F Expense ratios reflect operating expenses of the Fund. Expenses before reductions do not reflect amounts reimbursed by the investment adviser or expense offset arrangements and do not represent the amount paid by the Fund during periods when reimbursements or reductions occur. Expense ratios before reductions for start-up periods may not be representative of longer term operating periods. Expenses net of fee waivers reflect expenses after reimbursement by the investment adviser but prior to reductions from expense offset arrangements. Expenses net of all reductions represent the net expenses paid by the Fund.

See accompanying notes which are an integral part of the financial statements.

Semiannual Report

Notes to Financial Statements

For the period ended November 30, 2009 (Unaudited)

1. Organization.

Fidelity Strategic Advisers Value Fund (the Fund) is a non-diversified fund of Fidelity Commonwealth Trust II (the trust) and is authorized to issue an unlimited number of shares. The trust is registered under the Investment Company Act of 1940, as amended (the 1940 Act), as an open-end management investment company organized as a Delaware statutory trust. The Fund is offered exclusively to clients of Strategic Advisers, Inc. (Strategic Advisers), an affiliate of Fidelity Management & Research Company (FMR).

2. Significant Accounting Policies.

The financial statements have been prepared in conformity with accounting principles generally accepted in the United States of America, which require management to make certain estimates and assumptions at the date of the financial statements. Actual results could differ from those estimates. Events or transactions occurring after period end through the date that the financial statements were issued, January 13, 2010, have been evaluated in the preparation of the financial statements. The following summarizes the significant accounting policies of the Fund:

Security Valuation. Investments are valued as of 4:00 p.m. Eastern time on the last calendar day of the period. The Fund uses independent pricing services approved by the Board of Trustees to value its investments. Generally Accepted Accounting Principles (GAAP) establishes a disclosure hierarchy that categorizes the inputs to valuation techniques used to value assets and liabilities at measurement date. These inputs are classified into three levels. Level 1 includes readily available unadjusted quoted prices in active markets for identical assets or liabilities. Level 2 includes observable inputs other than quoted prices included in Level 1 that are observable either directly or indirectly. Level 3 includes unobservable inputs when market prices are not readily available or reliable. Changes in valuation techniques may result in transfers in or out of an investment's assigned level within the hierarchy. The aggregate value by input level, as of November 30, 2009, for the Fund's investments is included at the end of the Fund's Schedule of Investments. Valuation techniques of the Fund's major categories of assets and liabilities as presented in the Schedule of Investments are as follows.

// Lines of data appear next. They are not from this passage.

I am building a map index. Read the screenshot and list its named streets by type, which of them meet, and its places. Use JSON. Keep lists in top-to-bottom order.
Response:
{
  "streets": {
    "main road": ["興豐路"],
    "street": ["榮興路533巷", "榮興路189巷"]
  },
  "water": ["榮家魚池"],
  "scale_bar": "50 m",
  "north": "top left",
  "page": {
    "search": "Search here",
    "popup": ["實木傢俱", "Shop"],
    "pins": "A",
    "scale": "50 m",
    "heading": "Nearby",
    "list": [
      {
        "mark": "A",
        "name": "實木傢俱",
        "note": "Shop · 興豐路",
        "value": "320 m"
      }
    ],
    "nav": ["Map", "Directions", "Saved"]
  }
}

Equity securities, including restricted securities, for which market quotations are readily available, are valued at the last reported sale price or official closing price as reported by an independent pricing service on the primary market or exchange on which they are traded. In the event there were no sales during the day or closing prices are not available, securities are valued at the last quoted bid price. Investments in open-end mutual funds are valued at their closing net asset value each business day. Short-term securities with remaining maturities of sixty days or less for which quotations are not readily available are valued at amortized cost, which approximates value.

Semiannual Report

2. Significant Accounting Policies - continued

Security Valuation - continued

When current market prices or quotations are not readily available or reliable, valuations may be determined in good faith in accordance with procedures adopted by the Board of Trustees. Factors used in determining value may include significant market or security specific events, changes in interest rates and credit quality, and developments in foreign markets which are monitored by evaluating the performance of ADRs, futures contracts and exchange-traded funds. The frequency with which these procedures are used cannot be predicted and may be utilized to a significant extent. The value of securities used for net asset value (NAV) calculation under these procedures may differ from published prices for the same securities.

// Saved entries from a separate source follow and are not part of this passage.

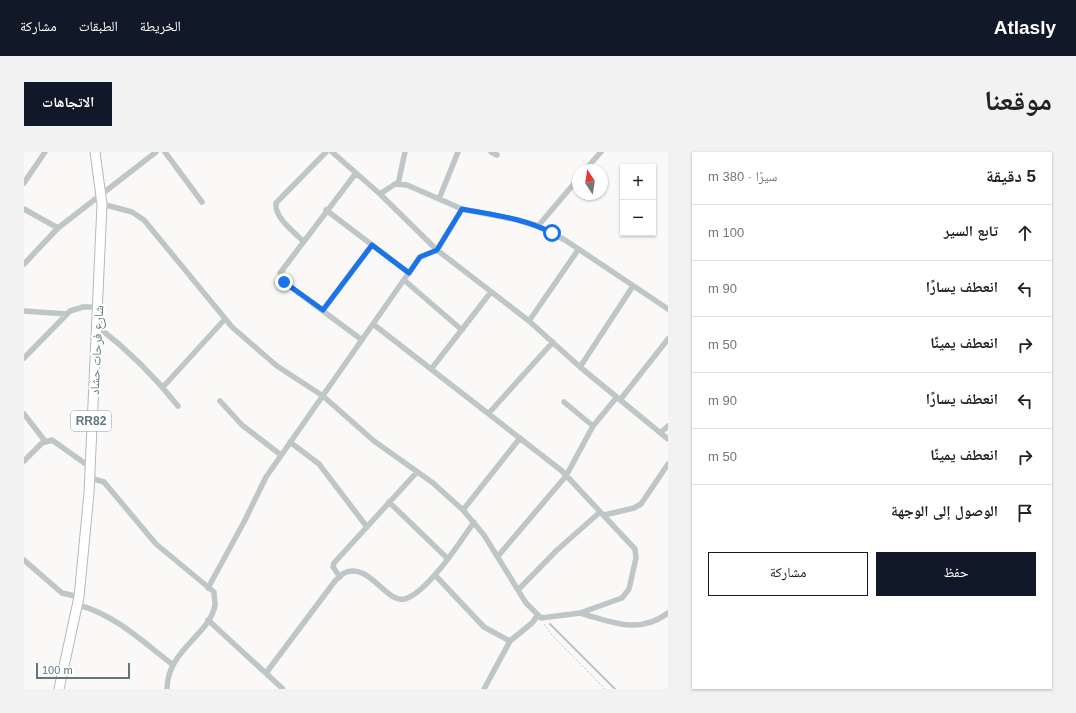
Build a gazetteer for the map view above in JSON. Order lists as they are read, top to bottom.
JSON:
{
  "streets": {
    "main road": ["شارع فرحات حشاد", "RR82"]
  },
  "scale_bar": "100 m",
  "north": "top",
  "page": {
    "header": "Atlasly",
    "nav": ["الخريطة", "الطبقات", "مشاركة"],
    "title": "موقعنا",
    "buttons": [
      "الاتجاهات",
      ["حفظ", "مشاركة"]
    ],
    "heading": ["5 دقيقة", "سيرًا · 380 m"],
    "map_buttons": ["+", "−"],
    "list": [
      ["تابع السير", "100 m"],
      ["انعطف يسارًا", "90 m"],
      ["انعطف يمينًا", "50 m"],
      ["انعطف يسارًا", "90 m"],
      ["انعطف يمينًا", "50 m"],
      "الوصول إلى الوجهة"
    ],
    "scale": "100 m"
  }
}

Foreign Currency. The Fund uses foreign currency contracts to facilitate transactions in foreign-denominated securities. Losses from these transactions may arise from changes in the value of the foreign currency or if the counterparties do not perform under the contracts' terms.

Foreign-denominated assets, including investment securities, and liabilities are translated into U.S. dollars at the exchange rate at period end. Purchases and sales of investment securities, income and dividends received and expenses denominated in foreign currencies are translated into U.S. dollars at the exchange rate in effect on the transaction date.

The effects of exchange rate fluctuations on investments are included with the net realized and unrealized gain (loss) on investment securities. Other foreign currency transactions resulting in realized and unrealized gain (loss) are disclosed separately.

Investment Transactions and Income. For financial reporting purposes, the Fund's investment holdings and NAV include trades executed through the end of the last business day of the period. The NAV per share for processing shareholder transactions is calculated as of the close of business of the New York Stock Exchange (NYSE), normally 4:00 p.m. Eastern time and includes trades executed through the end of the prior business day. Gains and losses on securities sold are determined on the basis of identified cost. Dividend income is recorded on the ex-dividend date, except for certain dividends from foreign securities where the ex-dividend date may have passed, which are recorded as soon as the Fund is informed of the ex-dividend date. Non-cash dividends included in dividend income, if any, are recorded at the fair market value of the securities received. Distributions received on securities that represent a return of capital or capital gain are recorded as a reduction of cost of investments and/or as a realized gain. The Fund estimates the components of distributions received that may be considered return of capital distributions or capital gain distributions. Interest income is accrued as earned. Interest income includes coupon interest and amortization of premium and accretion of

Semiannual Report

Notes to Financial Statements (Unaudited) - continued

2. Significant Accounting Policies - continued

Investment Transactions and Income - continued

discount on debt securities. Investment income is recorded net of foreign taxes withheld where recovery of such taxes is uncertain.

Expenses. Most expenses of the trust can be directly attributed to a fund. Expenses which cannot be directly attributed are apportioned among each Fund in the trust. Expense estimates are accrued in the period to which they relate and adjustments are made when actual amounts are known.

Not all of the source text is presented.